Entre-temps le terrorisme a sévi, et les attentats de Paris du 13 novembre ont provoqué un puissant traumatisme. Le regard à l'égard des migrants s'est assombri encore un peu plus. Selon le Premier ministre français Manuel Valls, « des auteurs ont profité de la crise des réfugiés pour se glisser en France ». Elodie Francart témoigne : « Parmi nos bénévoles, on a directement senti de l'hostilité çà et là. Moins de gens sont venus en aide. Seuls ceux qui étaient déjà actifs à Maximilien sont restés convaincus qu'il fallait poursuivre le travail d'accueil, d'autres ont calé à cause de la présence de ces quelques cas de terroristes fondus dans la masse.
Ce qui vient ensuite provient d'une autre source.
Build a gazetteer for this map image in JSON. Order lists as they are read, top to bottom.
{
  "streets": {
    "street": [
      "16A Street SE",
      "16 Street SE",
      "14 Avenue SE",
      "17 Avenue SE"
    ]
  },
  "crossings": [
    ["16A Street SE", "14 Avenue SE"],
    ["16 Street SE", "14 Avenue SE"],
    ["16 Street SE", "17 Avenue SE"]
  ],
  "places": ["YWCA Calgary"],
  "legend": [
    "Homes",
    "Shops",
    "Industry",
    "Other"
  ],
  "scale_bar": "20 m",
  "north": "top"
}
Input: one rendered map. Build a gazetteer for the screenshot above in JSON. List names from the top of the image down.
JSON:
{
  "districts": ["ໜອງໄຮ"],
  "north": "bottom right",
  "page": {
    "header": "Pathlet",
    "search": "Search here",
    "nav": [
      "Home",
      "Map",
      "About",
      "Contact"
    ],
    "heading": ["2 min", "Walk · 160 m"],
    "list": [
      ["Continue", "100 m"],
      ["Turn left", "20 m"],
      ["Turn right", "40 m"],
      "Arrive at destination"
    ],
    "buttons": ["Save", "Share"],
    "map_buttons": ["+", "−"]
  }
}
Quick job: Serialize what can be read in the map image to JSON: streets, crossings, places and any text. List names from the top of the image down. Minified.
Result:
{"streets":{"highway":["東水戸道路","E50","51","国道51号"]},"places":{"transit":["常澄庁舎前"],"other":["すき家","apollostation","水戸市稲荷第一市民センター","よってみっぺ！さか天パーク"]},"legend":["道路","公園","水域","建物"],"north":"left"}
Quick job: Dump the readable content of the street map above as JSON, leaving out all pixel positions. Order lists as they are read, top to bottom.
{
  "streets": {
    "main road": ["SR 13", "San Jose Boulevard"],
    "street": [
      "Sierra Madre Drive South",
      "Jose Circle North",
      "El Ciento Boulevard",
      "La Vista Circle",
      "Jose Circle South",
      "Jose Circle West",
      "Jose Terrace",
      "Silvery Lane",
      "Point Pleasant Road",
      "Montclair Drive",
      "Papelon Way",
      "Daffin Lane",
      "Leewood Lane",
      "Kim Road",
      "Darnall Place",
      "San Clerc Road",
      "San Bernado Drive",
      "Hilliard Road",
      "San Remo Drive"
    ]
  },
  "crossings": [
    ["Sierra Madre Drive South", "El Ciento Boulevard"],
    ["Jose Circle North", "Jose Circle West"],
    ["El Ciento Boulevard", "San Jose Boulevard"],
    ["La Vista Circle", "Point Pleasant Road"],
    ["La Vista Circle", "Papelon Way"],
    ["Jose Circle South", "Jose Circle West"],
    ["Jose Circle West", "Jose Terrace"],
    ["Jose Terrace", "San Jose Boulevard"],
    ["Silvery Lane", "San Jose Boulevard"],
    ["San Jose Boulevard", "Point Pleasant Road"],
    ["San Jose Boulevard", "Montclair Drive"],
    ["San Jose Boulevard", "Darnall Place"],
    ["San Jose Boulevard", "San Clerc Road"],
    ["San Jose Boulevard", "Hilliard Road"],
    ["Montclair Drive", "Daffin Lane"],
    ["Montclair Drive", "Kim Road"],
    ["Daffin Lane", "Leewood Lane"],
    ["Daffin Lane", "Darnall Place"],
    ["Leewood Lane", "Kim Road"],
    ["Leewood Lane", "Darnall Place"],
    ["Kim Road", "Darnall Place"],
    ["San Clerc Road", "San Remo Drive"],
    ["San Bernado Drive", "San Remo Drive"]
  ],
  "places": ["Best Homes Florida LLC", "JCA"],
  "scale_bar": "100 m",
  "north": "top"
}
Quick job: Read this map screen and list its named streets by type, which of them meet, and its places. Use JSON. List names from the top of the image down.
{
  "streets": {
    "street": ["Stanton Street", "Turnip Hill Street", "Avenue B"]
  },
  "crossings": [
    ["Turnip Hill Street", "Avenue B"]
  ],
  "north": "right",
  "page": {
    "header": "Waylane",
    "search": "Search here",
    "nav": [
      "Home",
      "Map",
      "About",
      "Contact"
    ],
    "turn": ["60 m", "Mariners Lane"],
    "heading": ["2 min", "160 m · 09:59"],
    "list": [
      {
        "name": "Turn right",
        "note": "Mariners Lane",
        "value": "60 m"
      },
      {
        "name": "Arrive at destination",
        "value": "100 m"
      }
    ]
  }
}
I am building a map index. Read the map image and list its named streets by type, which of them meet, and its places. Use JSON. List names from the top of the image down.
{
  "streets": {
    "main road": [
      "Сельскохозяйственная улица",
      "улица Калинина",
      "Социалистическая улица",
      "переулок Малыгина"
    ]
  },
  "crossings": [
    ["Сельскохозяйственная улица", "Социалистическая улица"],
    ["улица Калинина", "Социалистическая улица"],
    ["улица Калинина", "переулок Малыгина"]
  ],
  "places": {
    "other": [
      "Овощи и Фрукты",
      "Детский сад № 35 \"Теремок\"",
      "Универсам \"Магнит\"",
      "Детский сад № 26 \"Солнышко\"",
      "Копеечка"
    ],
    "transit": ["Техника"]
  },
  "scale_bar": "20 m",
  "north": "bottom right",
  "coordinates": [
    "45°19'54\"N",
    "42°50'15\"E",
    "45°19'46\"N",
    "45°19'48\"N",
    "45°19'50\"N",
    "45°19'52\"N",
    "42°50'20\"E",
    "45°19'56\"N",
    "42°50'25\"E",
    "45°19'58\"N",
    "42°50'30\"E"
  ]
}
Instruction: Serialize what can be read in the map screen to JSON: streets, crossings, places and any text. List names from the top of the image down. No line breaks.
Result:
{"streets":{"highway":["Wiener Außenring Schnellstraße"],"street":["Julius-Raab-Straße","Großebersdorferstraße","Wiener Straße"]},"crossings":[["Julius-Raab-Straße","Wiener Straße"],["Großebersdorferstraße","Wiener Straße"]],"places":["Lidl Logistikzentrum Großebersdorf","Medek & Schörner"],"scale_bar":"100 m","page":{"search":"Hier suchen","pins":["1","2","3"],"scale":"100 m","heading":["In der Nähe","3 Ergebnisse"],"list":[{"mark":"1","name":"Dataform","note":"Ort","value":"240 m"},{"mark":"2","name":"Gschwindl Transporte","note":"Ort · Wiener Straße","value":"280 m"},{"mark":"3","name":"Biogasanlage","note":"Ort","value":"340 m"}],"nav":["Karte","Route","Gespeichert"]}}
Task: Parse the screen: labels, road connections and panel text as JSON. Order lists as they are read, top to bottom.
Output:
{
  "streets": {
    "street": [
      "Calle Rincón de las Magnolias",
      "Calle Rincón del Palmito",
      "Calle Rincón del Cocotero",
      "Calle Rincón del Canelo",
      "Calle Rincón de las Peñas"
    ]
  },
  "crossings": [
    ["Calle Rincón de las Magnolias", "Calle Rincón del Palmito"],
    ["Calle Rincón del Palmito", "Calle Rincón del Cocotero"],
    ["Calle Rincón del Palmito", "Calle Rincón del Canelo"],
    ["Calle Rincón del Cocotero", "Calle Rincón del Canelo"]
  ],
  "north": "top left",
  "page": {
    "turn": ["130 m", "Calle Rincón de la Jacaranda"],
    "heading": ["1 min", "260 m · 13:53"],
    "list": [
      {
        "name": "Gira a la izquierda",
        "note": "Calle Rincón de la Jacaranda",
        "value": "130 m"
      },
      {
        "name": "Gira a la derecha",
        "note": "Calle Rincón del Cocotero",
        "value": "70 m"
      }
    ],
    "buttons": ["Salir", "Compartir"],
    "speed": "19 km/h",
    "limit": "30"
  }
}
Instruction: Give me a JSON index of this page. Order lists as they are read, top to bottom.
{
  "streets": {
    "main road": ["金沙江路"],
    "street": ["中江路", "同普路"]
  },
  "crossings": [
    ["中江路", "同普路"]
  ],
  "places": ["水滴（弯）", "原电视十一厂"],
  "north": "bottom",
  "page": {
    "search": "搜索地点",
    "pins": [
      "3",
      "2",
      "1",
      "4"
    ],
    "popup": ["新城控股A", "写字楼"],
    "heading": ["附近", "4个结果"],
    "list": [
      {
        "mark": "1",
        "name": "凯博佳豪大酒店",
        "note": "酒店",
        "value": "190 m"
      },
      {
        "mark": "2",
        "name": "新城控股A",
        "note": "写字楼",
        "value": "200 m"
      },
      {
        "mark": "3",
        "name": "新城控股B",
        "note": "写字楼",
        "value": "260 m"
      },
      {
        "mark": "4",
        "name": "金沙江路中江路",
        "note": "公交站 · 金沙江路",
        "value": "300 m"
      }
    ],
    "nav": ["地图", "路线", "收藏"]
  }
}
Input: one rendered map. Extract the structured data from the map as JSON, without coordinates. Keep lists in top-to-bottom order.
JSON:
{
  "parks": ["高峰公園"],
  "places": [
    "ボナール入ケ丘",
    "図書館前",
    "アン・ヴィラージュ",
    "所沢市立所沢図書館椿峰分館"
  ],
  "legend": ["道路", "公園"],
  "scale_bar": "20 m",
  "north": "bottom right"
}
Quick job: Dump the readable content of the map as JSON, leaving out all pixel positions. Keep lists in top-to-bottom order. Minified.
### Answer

Mais la crainte, je l'ai surtout sentie auprès des réfugiés eux-mêmes, qui se demandaient comment, dorénavant, ils allaient être traités. »

Une crainte fondée : aux Etats-Unis, le candidat républicain Donald Trump n'a pas hésité à stigmatiser les musulmans en suggérant de leur interdire l'accès au territoire américain. La Chambre des représentants, à majorité républicaine, a déjà adopté une mesure qui suspendrait l'accueil de réfugiés syriens et irakiens, en dépit de la menace de veto du président Obama. Depuis le début de la guerre en Syrie, seuls 2 000 réfugiés de ce pays ont pu fouler le sol américain.

Si la plateforme citoyenne a décidé de fermer le camp du parc Maximilien après un mois, ce fut pour « refuser de servir d'alibi à l'inaction des autorités ». Le flux des migrants ne s'est pas arrêté pour autant. « On se retrouve parfois avec un nombre de 80 à 400 personnes à reloger, et comme les places manquent, même dans les logements alternatifs, certains sont obligés de dormir dehors dans le froid, constate Elodie Francart. Heureusement que les ONG et les citoyens se mobilisent, sinon la situation serait catastrophique. » La jeune femme travaille actuellement sur un projet, soutenu par MSF, de mise en réseau des initiatives en Europe à destination des migrants. Objectif : les aider dans leur cheminement tout en les libérant de l'emprise des passeurs.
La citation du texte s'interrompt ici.